One of the most famous sculptures made in Israel is “Nimrod”, created in 1939 by Itzhak Danziger.
A powerful figure in red sandstone, it depicts a naked young man with a falcon on his shoulder and a sword held behind his back, looking intensely ahead.
This is Nimrod, the biblical great-grandson of Noah, king of a number of cities in Mesopotamia, and traditionally considered the leader of those who built the Tower of Babel. He is also cited as a mighty hunter, the original prototypical hunter of animals.
So what?
So, in October 1988 the National Geographic Magazine published on its cover a photo of a small carving, in mammoth ivory, of a male human head. This was found in Dolní Vestonice in Czechoslovakia, a rich archaeological site that had yielded a number of sculptures, including one of those obese “Venus” figurines.
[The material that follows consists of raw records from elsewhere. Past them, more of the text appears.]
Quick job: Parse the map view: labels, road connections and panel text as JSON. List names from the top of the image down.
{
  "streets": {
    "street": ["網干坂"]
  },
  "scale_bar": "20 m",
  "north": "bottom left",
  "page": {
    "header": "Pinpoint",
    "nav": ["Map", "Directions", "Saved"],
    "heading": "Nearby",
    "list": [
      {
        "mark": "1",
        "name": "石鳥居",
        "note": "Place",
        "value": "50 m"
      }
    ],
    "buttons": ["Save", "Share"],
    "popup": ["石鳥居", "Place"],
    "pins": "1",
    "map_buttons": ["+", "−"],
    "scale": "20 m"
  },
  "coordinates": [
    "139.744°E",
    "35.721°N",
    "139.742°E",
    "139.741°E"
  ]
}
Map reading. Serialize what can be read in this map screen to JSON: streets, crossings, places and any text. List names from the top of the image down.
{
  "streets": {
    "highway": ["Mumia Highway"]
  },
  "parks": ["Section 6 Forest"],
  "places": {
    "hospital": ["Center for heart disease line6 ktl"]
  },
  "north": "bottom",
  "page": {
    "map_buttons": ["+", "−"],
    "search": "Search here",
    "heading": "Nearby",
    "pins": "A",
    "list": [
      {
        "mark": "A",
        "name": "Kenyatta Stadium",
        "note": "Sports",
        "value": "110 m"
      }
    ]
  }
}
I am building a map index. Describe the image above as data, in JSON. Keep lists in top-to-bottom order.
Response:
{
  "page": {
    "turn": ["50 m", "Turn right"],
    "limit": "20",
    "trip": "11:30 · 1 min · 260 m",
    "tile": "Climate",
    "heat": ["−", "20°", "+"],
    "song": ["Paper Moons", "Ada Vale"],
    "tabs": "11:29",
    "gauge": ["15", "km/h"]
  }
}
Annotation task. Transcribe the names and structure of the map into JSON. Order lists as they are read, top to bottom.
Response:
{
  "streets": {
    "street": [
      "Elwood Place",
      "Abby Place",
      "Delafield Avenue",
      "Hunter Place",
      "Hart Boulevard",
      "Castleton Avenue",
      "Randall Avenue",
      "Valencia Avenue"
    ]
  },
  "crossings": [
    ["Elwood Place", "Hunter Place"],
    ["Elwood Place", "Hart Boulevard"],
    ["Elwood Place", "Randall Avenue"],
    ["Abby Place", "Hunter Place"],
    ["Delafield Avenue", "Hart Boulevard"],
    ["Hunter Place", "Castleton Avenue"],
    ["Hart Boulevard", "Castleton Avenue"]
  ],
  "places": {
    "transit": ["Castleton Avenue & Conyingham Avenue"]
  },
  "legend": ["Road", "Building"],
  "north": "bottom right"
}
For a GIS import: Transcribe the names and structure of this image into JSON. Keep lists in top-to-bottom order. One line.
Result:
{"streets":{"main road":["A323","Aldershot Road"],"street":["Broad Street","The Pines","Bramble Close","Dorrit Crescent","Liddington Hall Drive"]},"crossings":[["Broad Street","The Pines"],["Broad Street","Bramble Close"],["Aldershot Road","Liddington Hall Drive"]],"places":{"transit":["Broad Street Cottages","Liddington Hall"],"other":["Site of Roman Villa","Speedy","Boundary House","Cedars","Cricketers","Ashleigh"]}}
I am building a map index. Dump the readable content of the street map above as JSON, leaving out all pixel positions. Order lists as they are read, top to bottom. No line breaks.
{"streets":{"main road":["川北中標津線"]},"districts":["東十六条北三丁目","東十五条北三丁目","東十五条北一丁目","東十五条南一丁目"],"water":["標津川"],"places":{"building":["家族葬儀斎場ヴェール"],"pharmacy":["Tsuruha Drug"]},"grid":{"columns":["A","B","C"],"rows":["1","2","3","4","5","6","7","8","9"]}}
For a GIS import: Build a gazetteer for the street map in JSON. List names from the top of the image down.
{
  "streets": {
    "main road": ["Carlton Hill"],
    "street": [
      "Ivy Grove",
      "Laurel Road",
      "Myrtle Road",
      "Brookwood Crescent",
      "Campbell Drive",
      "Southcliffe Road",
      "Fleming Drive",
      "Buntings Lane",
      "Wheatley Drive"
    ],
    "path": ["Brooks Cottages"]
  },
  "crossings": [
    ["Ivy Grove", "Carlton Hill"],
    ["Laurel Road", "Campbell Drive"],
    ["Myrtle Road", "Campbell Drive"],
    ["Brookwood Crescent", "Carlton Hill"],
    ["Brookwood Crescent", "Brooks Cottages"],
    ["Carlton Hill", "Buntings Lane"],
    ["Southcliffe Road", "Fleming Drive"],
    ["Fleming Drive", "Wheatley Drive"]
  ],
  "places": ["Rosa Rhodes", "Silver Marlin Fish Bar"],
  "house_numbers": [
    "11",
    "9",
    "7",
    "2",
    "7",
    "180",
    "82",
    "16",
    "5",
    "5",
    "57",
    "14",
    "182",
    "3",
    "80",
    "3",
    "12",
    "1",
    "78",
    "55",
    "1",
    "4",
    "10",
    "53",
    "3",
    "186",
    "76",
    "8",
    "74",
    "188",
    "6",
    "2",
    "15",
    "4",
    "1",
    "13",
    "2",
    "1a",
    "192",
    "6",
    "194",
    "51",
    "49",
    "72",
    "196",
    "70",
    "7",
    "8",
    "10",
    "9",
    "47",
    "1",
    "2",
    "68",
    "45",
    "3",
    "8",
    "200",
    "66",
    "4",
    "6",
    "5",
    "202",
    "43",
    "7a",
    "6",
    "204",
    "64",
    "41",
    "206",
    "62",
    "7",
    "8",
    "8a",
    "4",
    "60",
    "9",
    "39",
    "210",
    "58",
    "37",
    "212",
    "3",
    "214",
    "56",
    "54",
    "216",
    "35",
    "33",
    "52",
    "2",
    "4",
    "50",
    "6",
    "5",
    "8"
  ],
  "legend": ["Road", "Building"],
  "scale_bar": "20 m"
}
The carving is dated to some 26,000 years ago or earlier, and is the earliest representation of a specific person that has come to us from our ancestors.
And it instantly evoked in me the face of Danziger’s Nimrod, as you can see in the photos below:
Both figures represent hunters (well, we can’t know for sure what the caveman on the left did, but I doubt he was into computer programming). Both hunters come from the dawn of human history. And both have the same indescribable expression on their face.
What a cool coincidence!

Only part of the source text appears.